If you are concerned about this, consider excluding certain areas of your file systems from the indexing process, or disabling (and potentially deinstalling) the entire mechanism.
Note that temporary files on disk pose a risk even without indexing like this. Creating a file and then simply deleting it will leave behind the information contained within the file. Deleting a file is actually just an unlink() call to the operating system, removing the file's entry in the directory structure and marking its blocks on disk as free. Until these blocks are actually overwritten with new files, their information remains recoverable. Therefore, a secure erase function such as shred(1) needs to be employed to actually get rid of the contents.
Operational Notes
From a practical implementation point of view, Tracker usually runs in a very unobtrusive way. It comes with multiple processes which can be viewed using:
$ tracker daemon status
Store:
29 Jul 2018, 16:20:56: 0% Store - Idle
Miners:
29 Jul 2018, 16:20:56: 1% File System - Crawling recursively directory 'file:///home/bla/Pictures'
29 Jul 2018, 16:20:56: ✗ Extractor - Not running or is a disabled plugin
29 Jul 2018, 16:20:56: ✓ Applications - Idle
29 Jul 2018, 16:20:56: ✓ RSS/ATOM Feeds - Idle
The data miner for the file system, called tracker-miner-fs
, crawls through
the available mounted file system(s) looking for new and changed files, and
hands them over to tracker-extract
which digs through them for indexable
information. These processes are niced to -19, which means they will utilize
whatever CPU they might require but will never compete with anything else. This
is all fine and dandy and usually works well.

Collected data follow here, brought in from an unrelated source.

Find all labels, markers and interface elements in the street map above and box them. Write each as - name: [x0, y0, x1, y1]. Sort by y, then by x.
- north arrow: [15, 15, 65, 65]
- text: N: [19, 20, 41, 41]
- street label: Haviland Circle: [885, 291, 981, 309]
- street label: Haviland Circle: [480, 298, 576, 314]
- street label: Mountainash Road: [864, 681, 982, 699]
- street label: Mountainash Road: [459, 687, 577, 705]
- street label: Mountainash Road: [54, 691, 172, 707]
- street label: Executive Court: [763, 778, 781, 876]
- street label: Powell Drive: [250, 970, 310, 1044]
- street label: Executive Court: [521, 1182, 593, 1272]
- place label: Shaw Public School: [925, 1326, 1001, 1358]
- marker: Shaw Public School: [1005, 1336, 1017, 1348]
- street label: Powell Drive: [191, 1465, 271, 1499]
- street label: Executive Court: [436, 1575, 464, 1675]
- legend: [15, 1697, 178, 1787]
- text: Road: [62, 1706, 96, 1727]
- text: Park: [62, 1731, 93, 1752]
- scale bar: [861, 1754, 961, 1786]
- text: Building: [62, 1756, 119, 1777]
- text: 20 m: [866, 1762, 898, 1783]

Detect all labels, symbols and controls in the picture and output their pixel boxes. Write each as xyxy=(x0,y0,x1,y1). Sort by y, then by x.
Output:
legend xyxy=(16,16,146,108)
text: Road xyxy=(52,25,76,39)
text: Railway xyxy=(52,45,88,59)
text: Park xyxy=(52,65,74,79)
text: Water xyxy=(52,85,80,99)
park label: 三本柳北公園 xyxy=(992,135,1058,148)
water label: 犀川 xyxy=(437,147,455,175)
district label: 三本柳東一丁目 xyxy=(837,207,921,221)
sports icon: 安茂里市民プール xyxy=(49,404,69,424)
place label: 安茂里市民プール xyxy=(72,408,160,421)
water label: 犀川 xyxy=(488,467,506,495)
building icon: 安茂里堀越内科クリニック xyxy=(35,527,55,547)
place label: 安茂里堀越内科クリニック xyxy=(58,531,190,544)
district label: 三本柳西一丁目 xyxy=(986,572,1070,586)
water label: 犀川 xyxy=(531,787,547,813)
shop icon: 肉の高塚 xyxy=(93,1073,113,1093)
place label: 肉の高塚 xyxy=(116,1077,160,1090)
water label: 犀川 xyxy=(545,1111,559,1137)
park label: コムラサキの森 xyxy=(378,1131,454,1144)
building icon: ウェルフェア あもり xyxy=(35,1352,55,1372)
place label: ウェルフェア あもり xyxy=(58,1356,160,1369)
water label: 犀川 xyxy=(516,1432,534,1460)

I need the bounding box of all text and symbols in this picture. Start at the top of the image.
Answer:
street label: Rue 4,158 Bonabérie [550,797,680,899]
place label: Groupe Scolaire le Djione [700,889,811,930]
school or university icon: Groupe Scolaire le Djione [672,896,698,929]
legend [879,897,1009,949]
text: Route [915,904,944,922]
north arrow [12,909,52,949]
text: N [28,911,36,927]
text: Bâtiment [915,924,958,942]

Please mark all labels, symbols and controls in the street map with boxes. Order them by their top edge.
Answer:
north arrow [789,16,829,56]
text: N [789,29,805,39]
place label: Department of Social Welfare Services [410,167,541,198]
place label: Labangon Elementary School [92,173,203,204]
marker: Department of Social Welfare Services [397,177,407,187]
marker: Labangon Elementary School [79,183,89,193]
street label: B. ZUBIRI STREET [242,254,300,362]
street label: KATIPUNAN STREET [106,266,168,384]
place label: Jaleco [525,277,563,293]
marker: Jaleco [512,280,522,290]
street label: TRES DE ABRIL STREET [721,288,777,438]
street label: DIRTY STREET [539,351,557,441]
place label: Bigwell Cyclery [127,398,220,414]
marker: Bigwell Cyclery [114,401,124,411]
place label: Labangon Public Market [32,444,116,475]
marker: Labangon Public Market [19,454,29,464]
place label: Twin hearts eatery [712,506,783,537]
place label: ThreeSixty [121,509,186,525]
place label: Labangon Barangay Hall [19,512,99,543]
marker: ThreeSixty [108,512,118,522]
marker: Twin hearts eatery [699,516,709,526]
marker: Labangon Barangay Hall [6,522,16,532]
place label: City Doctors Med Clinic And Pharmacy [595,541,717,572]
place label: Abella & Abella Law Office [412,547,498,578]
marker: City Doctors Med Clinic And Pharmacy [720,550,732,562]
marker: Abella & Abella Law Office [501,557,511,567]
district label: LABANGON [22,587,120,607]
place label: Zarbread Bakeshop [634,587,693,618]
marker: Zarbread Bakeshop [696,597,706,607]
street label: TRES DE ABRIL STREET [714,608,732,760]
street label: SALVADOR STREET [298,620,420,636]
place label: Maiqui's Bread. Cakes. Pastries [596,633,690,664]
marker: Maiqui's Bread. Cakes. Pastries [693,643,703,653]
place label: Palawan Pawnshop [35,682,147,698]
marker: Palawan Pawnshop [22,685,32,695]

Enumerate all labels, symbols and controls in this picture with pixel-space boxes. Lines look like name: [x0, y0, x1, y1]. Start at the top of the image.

Apart from the desktop integration, users are given a number of commandline
functions to query and manipulate data. tracker info <file>
displays all info
Tracker has amassed about a file. tracker extract <file>
causes Tracker to
extract whatever it can find in a file.
Apart from the factual file data and metadata, such as for example GPS coordinates and resolution in a photo, arbitrary keywords called tags can be created and assigned to files. For example:
# add a tage to a file, creating the tag if necessary
$ tracker tag -a screenshot Pictures/tracker.png
Tag was added successfully
Tagged: file:///home/bla/Pictures/tracker.png
# show all tags on a given file
$ tracker tag Pictures/tracker.png
file:///home/bla/Pictures/tracker.png
screenshot
# show all files with a given tag
$ tracker tag -s -t screenshot
Tags (shown by name):
screenshot
file:///home/bla/Pictures/tracker.png
At the time of this post, there doesn't seem to be a mechanism to correlate e.g. darktable tags written to XMP sidecar files with Tracker tags. In fact, Tracker has no predefined way to parse these specific XML files, though given the open nature of the system one could certainly be written.
Problems
Sometimes, tracker-extract
will choke on certain files and crash. The whole
process will then enter an endless loop trying to re-index the file(s), crash
again, and so on. The usual way to identify this is the fact that the extractor
periodically climbs to the top of the CPU usage statistics:
$ top
top - 16:23:02 up 2:46, 3 users, load average: 1.03, 1.03, 0.88
Tasks: 334 total, 4 running, 250 sleeping, 0 stopped, 0 zombie
%Cpu(s): 4.1 us, 0.9 sy, 11.3 ni, 83.5 id, 0.0 wa, 0.1 hi, 0.1 si, 0.0 st
KiB Mem : 16300324 total, 157680 free, 2595000 used, 13547644 buff/cache
KiB Swap: 8220668 total, 8141308 free, 79360 used. 12959260 avail Mem
PID USER PR NI VIRT RES SHR S %CPU %MEM TIME+ COMMAND
10720 bla 39 19 1968536 49412 28052 R 92.4 0.3 0:02.78 tracker-extract
There will also be telltale messages in the system log:
$ journalctl -f
-- Logs begin at Wed 2018-01-10 12:30:34 CET. --
Jul 29 16:24:32 airtuxi.mtnsub.org tracker-extract[10876]: Could not insert metadata for item "file:///home/bla/Documents/something.jpg": 89.19: invalid UTF-8 character
Jul 29 16:24:32 airtuxi.mtnsub.org tracker-extract[10876]: If the error above is recurrent for the same item/ID, consider running "tracker-extract" in the terminal with the TRACKER_VERBOSITY=3 environment variable, and filing a bug with the additional information
Jul 29 16:24:32 airtuxi.mtnsub.org tracker-extract[10876]: Could not insert metadata for item "file:///home/bla/Documents/else.pdf": 24.32: invalid UTF-8 character
Jul 29 16:24:32 airtuxi.mtnsub.org tracker-extract[10876]: If the error above is recurrent for the same item/ID, consider running "tracker-extract" in the terminal with the TRACKER_VERBOSITY=3 environment variable, and filing a bug with the additional information
Jul 29 16:24:32 airtuxi.mtnsub.org tracker-extract[10876]: Could not insert metadata for item "file:///home/bla/Documents/foobar.pdf": 24.32: invalid UTF-8 character
Jul 29 16:24:32 airtuxi.mtnsub.org tracker-extract[10876]: If the error above is recurrent for the same item/ID, consider running "tracker-extract" in the terminal with the TRACKER_VERBOSITY=3 environment variable, and filing a bug with the additional information
This will basically loop indefinitely until tracker execution is stopped via
tracker daemon -t
. So far these issues seem to be caused by (and limited to)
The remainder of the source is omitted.